Женщины племени мэнданов очень красивы, стройны и скромны. Индейцы дают им очень поэтичные имена: Плакучая Ива, Лунный Свет. Полуденное Солнце, Ароматный Цветок. Мужские имена тоже очень разнообразны, но зачастую воинственны, например: Ураган, Громоносный, Серый Медведь. Когда мужчина совершает очередной свой подвиг, его имя меняется в соответствии с тем, как он себя прославил.
Мэнданы — честный, добрый народ, но и у них есть жестокие обычаи и обряды, возникшие вследствие суеверия и невежества. Так, во время одного религиозного праздника юноши целых четыре дня подвергают себя всевозможным пыткам — например, продевают палки через мускулы груди, плечей и рук. Эта церемония имеет и какой-то религиозный смысл, но вместе с тем и применяется для определения, кто из будущих воинов будет храбрее и выносливее. Потому-то каждый юноша, достигнув совершеннолетия, нетерпеливо ожидает дней своего испытания.
В религии индейцев есть очень интересное предание о всемирном потопе: вследствие страшного разлива вод все живое на земле погибло, спасся только один человек со своим семейством в большой лодке. От него и произошли все люди. В память этого события у индейцев ежегодно происходят празднества.
...Нам нужно было отправляться дальше. Прощание с племенем было дружественным и сердечным. Оба вождя, Волк и Маг-то-тог-наг, обняли меня, дети и женщины помогли перенести наши пожитки в лодку и долго еще вослед желали нам счастливого пути.
Мы уже отплыли довольно далеко, как увидели, что по берегу бежит молодой воин, сын вождя, мы приостановились, и он бросил нам в лодку какой-то сверток; он был увязан тонкими ремнями, и я с трудом его распутал.

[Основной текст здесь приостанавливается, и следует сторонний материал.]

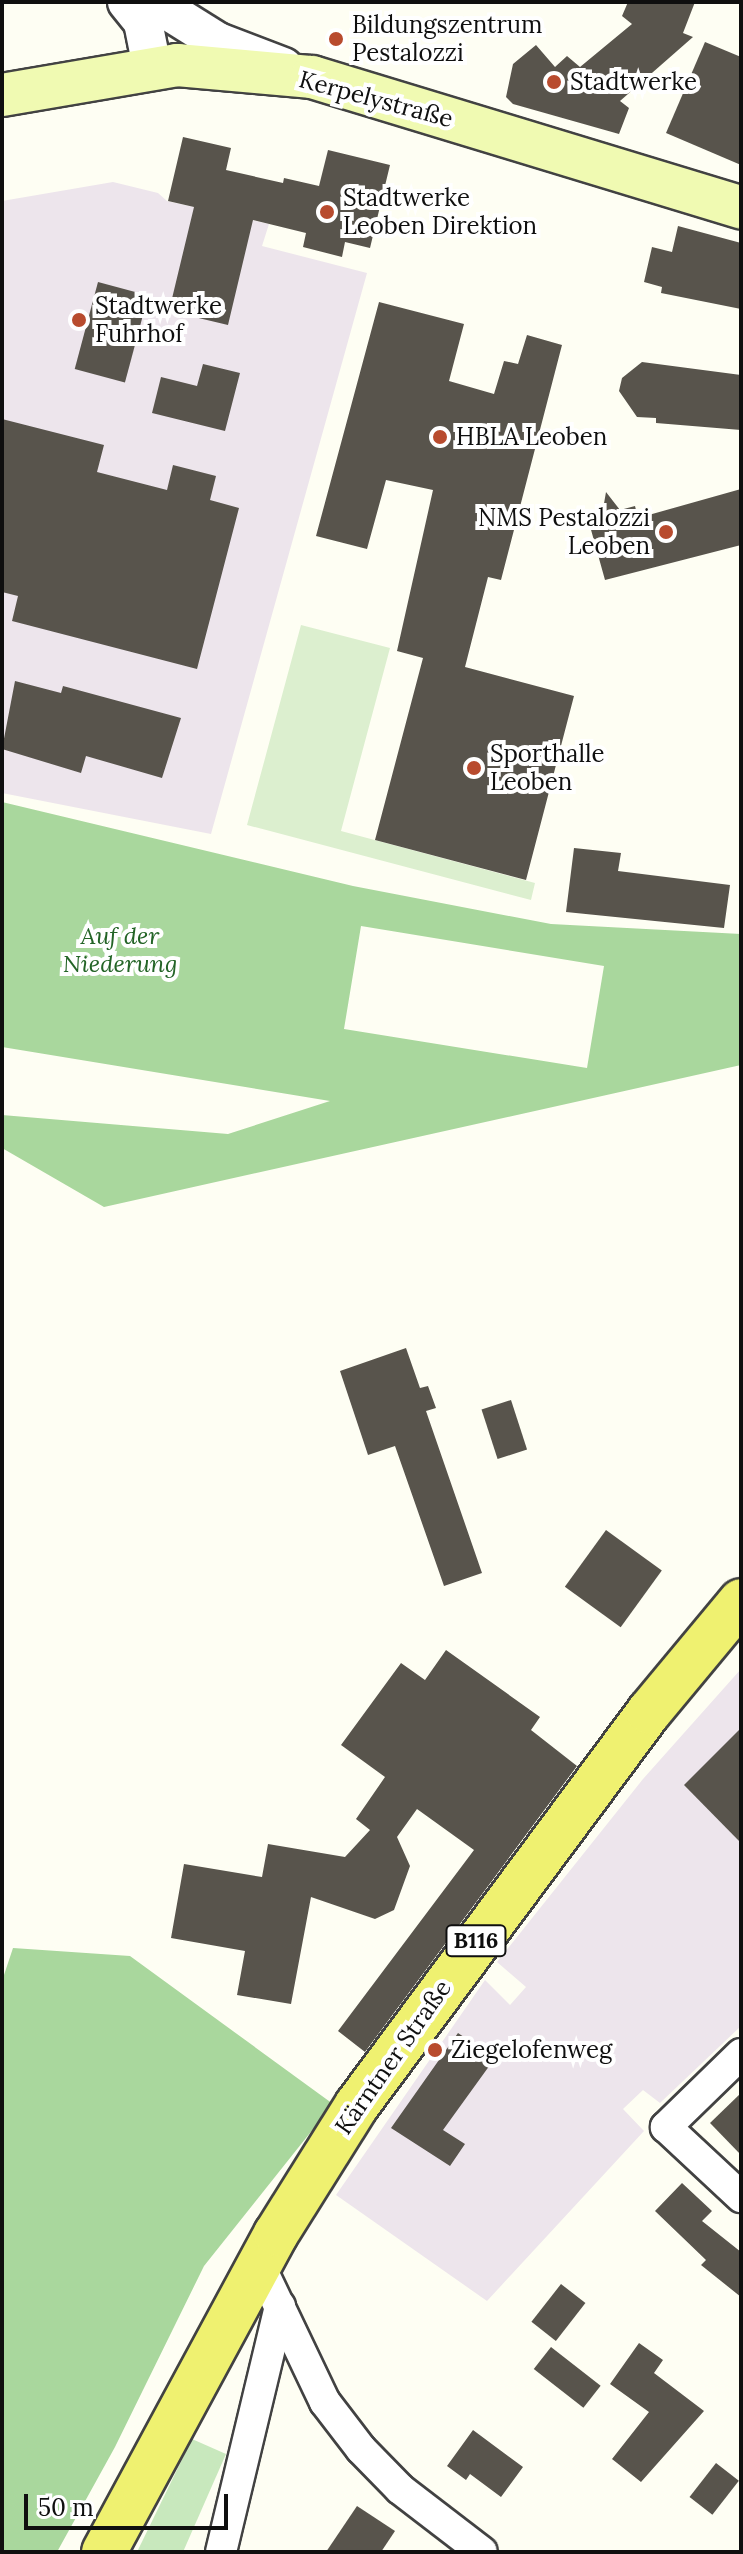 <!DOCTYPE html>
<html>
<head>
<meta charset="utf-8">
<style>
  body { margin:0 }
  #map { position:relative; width:743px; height:2554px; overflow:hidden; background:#fefef3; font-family:Lora,serif }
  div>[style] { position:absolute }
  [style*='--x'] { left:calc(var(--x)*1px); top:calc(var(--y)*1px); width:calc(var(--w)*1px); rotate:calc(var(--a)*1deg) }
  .industrial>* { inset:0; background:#ede5ec }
  .green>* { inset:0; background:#c8e8bd }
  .forest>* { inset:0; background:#a9d79d }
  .pitch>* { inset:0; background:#dcefcf }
  .building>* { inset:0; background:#58544c; transform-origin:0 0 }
  .roads { filter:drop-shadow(2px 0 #424242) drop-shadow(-2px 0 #424242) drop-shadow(0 2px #424242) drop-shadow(0 -2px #424242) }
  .minor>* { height:30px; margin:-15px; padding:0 15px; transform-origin:15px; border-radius:15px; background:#fff }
  .tertiary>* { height:38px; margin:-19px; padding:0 19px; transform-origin:19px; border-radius:19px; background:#fff }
  .secondary>* { height:42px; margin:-21px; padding:0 21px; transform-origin:21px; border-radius:21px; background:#f0fab2 }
  .primary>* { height:44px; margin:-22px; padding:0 22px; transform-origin:22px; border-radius:22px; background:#eff170 }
  .dots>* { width:22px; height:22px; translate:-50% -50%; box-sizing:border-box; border:4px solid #fff; border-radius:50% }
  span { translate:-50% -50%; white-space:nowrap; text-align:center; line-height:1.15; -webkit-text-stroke:8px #fff; paint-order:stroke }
  .shield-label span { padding:2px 6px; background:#fff; border:2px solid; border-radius:6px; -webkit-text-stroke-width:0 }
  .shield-label { font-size:22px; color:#0f0f0f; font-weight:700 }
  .poi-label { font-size:24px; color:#0f0f0f }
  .left { translate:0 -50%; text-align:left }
  .right { translate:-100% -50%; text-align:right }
  .street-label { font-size:24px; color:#0f0f0f }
  .park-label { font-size:24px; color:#236426; font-style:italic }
  .frame { position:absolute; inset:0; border:4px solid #0f0f0f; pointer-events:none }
  .scale { position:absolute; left:24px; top:2494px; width:204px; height:36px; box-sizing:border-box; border:4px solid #0f0f0f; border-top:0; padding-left:10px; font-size:24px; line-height:28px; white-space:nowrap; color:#0f0f0f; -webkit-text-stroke:6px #fff; paint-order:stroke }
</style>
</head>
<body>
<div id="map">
  <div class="industrial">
    <div style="clip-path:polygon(113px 182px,158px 193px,167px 201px,269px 224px,262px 246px,367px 273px,211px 834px,2px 793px,2px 201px)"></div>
    <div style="clip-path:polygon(741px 1669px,741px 2026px,660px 2103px,643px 2090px,623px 2109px,644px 2131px,487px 2301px,336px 2195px,485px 1980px,510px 2005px,526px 1987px,497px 1962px,643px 1779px)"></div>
  </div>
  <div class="green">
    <div style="clip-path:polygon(192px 2439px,226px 2454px,183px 2552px,137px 2552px)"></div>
  </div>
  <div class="forest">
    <div style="clip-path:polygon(evenodd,2px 802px,353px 886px,551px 924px,741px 934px,741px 1065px,104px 1207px,2px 1148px,2px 1115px,228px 1134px,330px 1101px,2px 1047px,2px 802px,361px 926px,604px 966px,587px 1068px,344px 1029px,361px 926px)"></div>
    <div style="clip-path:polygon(13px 1948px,130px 1956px,333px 2104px,204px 2266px,115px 2447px,57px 2552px,2px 2552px,2px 1981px)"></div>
  </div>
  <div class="pitch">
    <div style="clip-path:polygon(301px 625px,390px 648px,341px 831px,535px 883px,531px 900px,247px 825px)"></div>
  </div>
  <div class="building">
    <div style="clip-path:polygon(628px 2px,695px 2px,683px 33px,693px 37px,620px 101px,629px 108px,619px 134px,513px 104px,506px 97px,513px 64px,536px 45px,555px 67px,567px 56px,580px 67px,632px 24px,622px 16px)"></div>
    <div style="clip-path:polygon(705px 42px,741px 57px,741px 165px,666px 133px)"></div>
    <div style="clip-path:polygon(183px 137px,231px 148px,226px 170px,283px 183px,284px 178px,319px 186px,328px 150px,390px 165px,370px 248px,345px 242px,342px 257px,303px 247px,306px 233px,253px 220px,228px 325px,169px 311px,194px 207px,168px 201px)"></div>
    <div style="clip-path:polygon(678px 226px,741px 243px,741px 309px,661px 293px,662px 287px,644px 282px,652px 247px,672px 252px)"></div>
    <div style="left:98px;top:282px;width:52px;height:90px;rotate:15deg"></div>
    <div style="clip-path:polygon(379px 302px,464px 324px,449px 381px,494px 394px,504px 361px,518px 364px,527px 335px,562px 345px,501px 580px,488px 577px,465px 667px,574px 696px,526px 880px,375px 840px,423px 658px,397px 651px,433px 490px,386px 480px,367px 549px,316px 536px)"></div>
    <div style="clip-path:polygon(642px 362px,741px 375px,741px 430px,656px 423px,656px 418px,637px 417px,619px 391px,622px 378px)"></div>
    <div style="clip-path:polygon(203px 364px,240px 373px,225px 431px,152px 413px,161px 377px,197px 386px)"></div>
    <div style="clip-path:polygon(2px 419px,104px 445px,97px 472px,167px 490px,173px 465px,216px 476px,210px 500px,239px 508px,197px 669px,12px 621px,18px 596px,2px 592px)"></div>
    <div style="clip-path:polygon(741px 489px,741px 545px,605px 580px,588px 519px,602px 515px,606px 492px,620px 510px,635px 506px,638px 518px)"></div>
    <div style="clip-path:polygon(15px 681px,61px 693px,63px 686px,181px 718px,162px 778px,86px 756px,81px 773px,2px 749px)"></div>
    <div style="clip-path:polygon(574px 848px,621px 853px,618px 871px,730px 885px,724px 928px,566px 912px)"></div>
    <div style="clip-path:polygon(406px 1348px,420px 1388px,428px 1386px,436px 1408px,426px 1411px,482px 1573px,444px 1586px,395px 1446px,368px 1455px,340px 1371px)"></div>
    <div style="left:511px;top:1400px;width:52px;height:31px;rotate:72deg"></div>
    <div style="left:606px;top:1530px;width:69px;height:70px;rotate:36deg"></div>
    <div style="clip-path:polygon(446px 1650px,540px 1717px,531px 1730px,577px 1766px,365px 2052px,338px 2031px,474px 1850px,417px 1809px,397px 1837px,410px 1866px,394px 1910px,375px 1919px,311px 1897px,291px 2004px,237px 1995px,245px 1951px,171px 1938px,184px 1864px,262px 1877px,268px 1844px,345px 1857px,370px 1830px,356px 1819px,385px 1777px,341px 1745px,401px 1663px,425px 1680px)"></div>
    <div style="clip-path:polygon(741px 1728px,741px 1843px,684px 1785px)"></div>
    <div style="clip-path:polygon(458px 2033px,495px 2058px,443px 2130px,465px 2144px,450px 2166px,391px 2128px)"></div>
    <div style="clip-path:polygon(741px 2093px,741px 2155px,710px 2123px)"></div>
    <div style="clip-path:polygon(682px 2183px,712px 2211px,702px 2221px,741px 2252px,741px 2297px,701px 2265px,706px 2260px,655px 2211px)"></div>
    <div style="left:561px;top:2284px;width:31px;height:48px;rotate:38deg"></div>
    <div style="clip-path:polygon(639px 2343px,663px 2360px,654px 2373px,704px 2411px,641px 2482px,612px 2459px,649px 2412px,610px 2384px)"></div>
    <div style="left:551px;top:2347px;width:63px;height:28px;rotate:38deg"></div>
    <div style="clip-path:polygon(473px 2430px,523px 2467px,501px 2497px,470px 2474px,466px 2480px,447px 2466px)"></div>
    <div style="left:716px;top:2463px;width:29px;height:43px;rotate:38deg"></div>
    <div style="clip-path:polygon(357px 2506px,395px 2531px,381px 2552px,326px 2552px)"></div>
  </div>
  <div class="roads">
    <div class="minor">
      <div style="--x:741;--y:2054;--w:105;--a:135.8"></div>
      <div style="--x:666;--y:2127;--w:103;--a:43"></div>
      <div style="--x:260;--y:2266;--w:151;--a:64.5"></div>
      <div style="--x:325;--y:2402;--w:59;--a:52.5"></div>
      <div style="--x:361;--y:2449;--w:56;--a:45.7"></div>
      <div style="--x:400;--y:2489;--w:103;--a:37.5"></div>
      <div style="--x:221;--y:2552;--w:253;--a:-76.5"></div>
    </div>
    <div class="tertiary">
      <div style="--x:127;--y:2;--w:26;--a:51"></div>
      <div style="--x:143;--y:22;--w:46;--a:78.7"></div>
      <div style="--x:154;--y:2;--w:75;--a:32"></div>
      <div style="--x:218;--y:42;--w:70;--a:21"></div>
    </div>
    <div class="secondary">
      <div style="--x:2;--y:95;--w:178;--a:-9.7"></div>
      <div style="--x:177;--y:65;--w:136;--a:5.1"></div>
      <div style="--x:312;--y:77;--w:448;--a:16.9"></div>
    </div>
    <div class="primary">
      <div style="--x:104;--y:2552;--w:362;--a:-61.6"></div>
      <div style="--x:276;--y:2234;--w:152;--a:-57.9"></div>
      <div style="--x:357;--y:2105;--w:490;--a:-53.4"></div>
      <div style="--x:649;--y:1712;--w:144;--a:-50.3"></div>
    </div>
  </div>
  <div class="dots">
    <div style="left:336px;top:39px;background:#b84b2e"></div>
    <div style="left:554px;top:82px;background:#b84b2e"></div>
    <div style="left:327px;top:212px;background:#b84b2e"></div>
    <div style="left:79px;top:320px;background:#b84b2e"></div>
    <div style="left:440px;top:437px;background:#b84b2e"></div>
    <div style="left:666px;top:532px;background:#b84b2e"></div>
    <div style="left:474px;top:768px;background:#b84b2e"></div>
    <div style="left:435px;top:2050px;background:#b84b2e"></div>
  </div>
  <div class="shield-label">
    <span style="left:476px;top:1941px">B116</span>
  </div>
  <div class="poi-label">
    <span class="left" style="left:352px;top:39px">Bildungszentrum<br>Pestalozzi</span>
    <span class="left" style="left:570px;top:82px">Stadtwerke</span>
    <span class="left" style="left:343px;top:212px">Stadtwerke<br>Leoben Direktion</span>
    <span class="left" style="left:95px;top:320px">Stadtwerke<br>Fuhrhof</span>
    <span class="left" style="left:456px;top:437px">HBLA Leoben</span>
    <span class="right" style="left:650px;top:532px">NMS Pestalozzi<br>Leoben</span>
    <span class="left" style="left:490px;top:768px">Sporthalle<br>Leoben</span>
    <span class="left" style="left:451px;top:2050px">Ziegelofenweg</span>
  </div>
  <div class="street-label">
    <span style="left:376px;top:99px;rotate:15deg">Kerpelystraße</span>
    <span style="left:393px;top:2057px;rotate:-55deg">Kärntner Straße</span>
  </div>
  <div class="park-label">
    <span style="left:120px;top:950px">Auf der<br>Niederung</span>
  </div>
  <div class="frame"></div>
  <div class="scale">50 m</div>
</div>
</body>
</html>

В свертке оказалась пара великолепных мокасин.
Несколько дней назад я хотел было их купить, но молодой воин сказал, что бахрома из волос — драгоценный трофей и продать он их не может.
И вот свою добычу великодушный дикарь отдает мне даром!
Это тронуло меня до глубины души.
А где-то через год я узнал, что страшная оспа истребила почти все это племя, осталось лишь несколько десятков человек.